Auch Professor Erich Staudt vom Lehrstuhl Arbeitsökonomie, Ruhr-Universität Bochum, Institut für angewandte Innovationsforschung (IAI), meint über die Wirkungen des Einsatzes von Computer-Technologie: "Da die potentiellen Anwender nicht ganz so naiv sind, wie sie von den Promotoren der neuen Techniken eingeschätzt werden, halten sich viele zurück, so daß heute bei der Anwendung noch nicht einmal die Zehn-Prozent-Marke des eigentlichen Potentials erreicht wird."

Die sinkende Bedeutung der zentralistischen DV färbt indes auch auf ihre Mitarbeiter ab. Immer öfter bleiben traditionelle DV-Manager im rasanten Innovationsprozeß auf der Strecke: Während den einen noch der Weg in die Fachabteilung bleibt, müssen sich andere mit ihrem Vorruhestand abfinden. Allerdings haben eine Reihe von DV-Chefs den Wandel in Berufsbild der DV rechtzeitig "erspürt".

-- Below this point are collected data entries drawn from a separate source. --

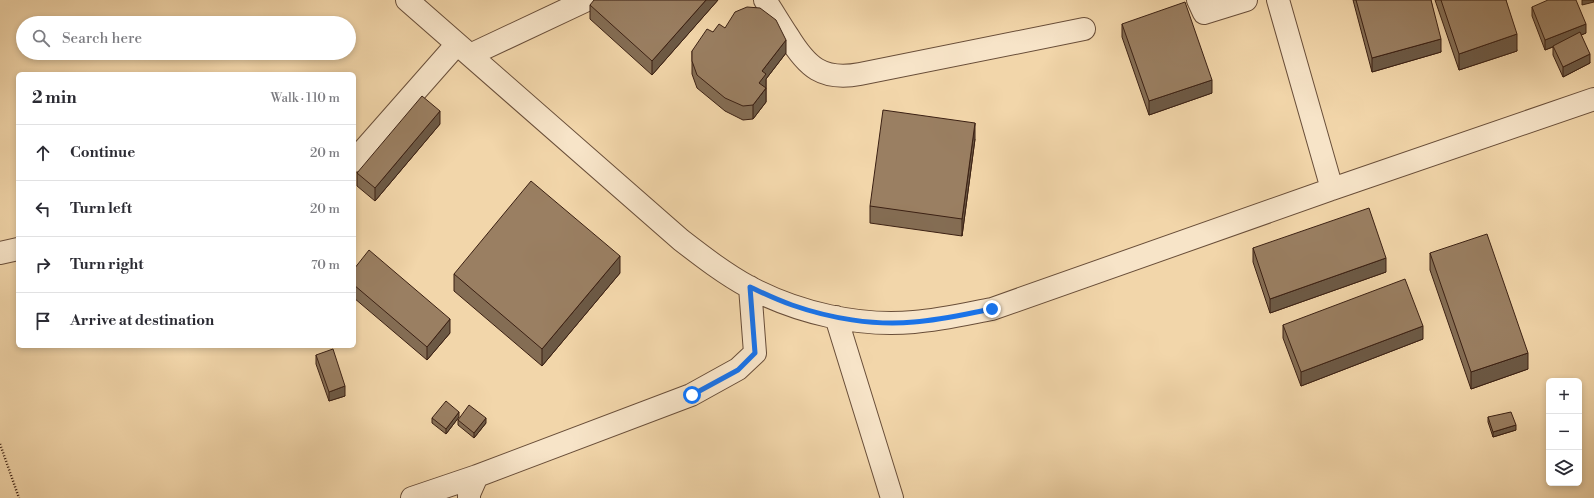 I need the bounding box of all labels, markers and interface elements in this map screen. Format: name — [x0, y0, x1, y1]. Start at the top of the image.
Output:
search box — [16, 16, 356, 60]
icon: search — [30, 27, 52, 49]
text: Search here — [62, 29, 142, 48]
text: 2 min — [32, 87, 77, 109]
text: Walk · 110 m — [270, 90, 340, 106]
icon: ahead — [32, 142, 54, 164]
text: Continue — [70, 143, 135, 162]
text: 20 m — [310, 145, 340, 161]
icon: left — [32, 198, 54, 220]
text: Turn left — [70, 199, 132, 218]
text: 20 m — [310, 201, 340, 217]
icon: right — [32, 254, 54, 276]
text: Turn right — [70, 255, 144, 274]
text: 70 m — [311, 257, 340, 273]
route end — [983, 300, 1001, 318]
icon: arrive — [32, 310, 54, 332]
text: Arrive at destination — [70, 311, 214, 330]
map controls — [1546, 378, 1582, 486]
button: + — [1546, 378, 1582, 414]
route start — [683, 386, 701, 404]
button: − — [1546, 414, 1582, 450]
button: layers — [1546, 450, 1582, 486]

"Das Pendel schlägt lediglich zurück", resümiert Herbert Rotthauwe, Leiter DV-Aus- und -Fortbildung bei der Veba Oel AG. Der ehemalige Chef der Programmierung: "Heute geht es DV-Mitarbeitern so wie vor zehn Jahren Sachbearbeitern, als man Teile ihrer Arbeit in die DV verlagerte. Jetzt werden diese - mit wesentlich eleganteren Werkzeugen als früher - vom Sachbearbeiter erledigt, und der Programmierer kommt sich überflüssig vor." Neue Karrieremöglichkeiten sieht der Gelsenkirchener Ausbildungsleiter in Nischen, in denen noch Spezialistenwissen erforderlich ist. Dies gelte vor allem für die Bereiche Datenschutz, Revision oder Benutzerunterstützung bei der PC-Einführung.

"Der DV-Chef muß zu einem frühen Zeitpunkt Strukturveränderungen im Unternehmen erkennen", betont Kurt Geiser, ehemals Leiter der kommerziellen Gesamt-DV und heute zuständig für die prozeßgesteuerte EDV bei der Bremer Lagerhaus Gesellschaft. Sonst sei er ohnehin nicht der richtige Mann und arbeite am Unternehmen vorbei. Ferner müsse der DV-Leiter zur Kenntnisnehmen, daß die Informationsverarbeitung Bereiche wie Logistik, CAD/CAM, CIM, Robotic durchdringt, von denen er bisher wenig gewußt hat. Geiser: "Die bisherige administrative" DV bietet nicht mehr allzu große Befriedigung, der Reiz liegt im Neuen."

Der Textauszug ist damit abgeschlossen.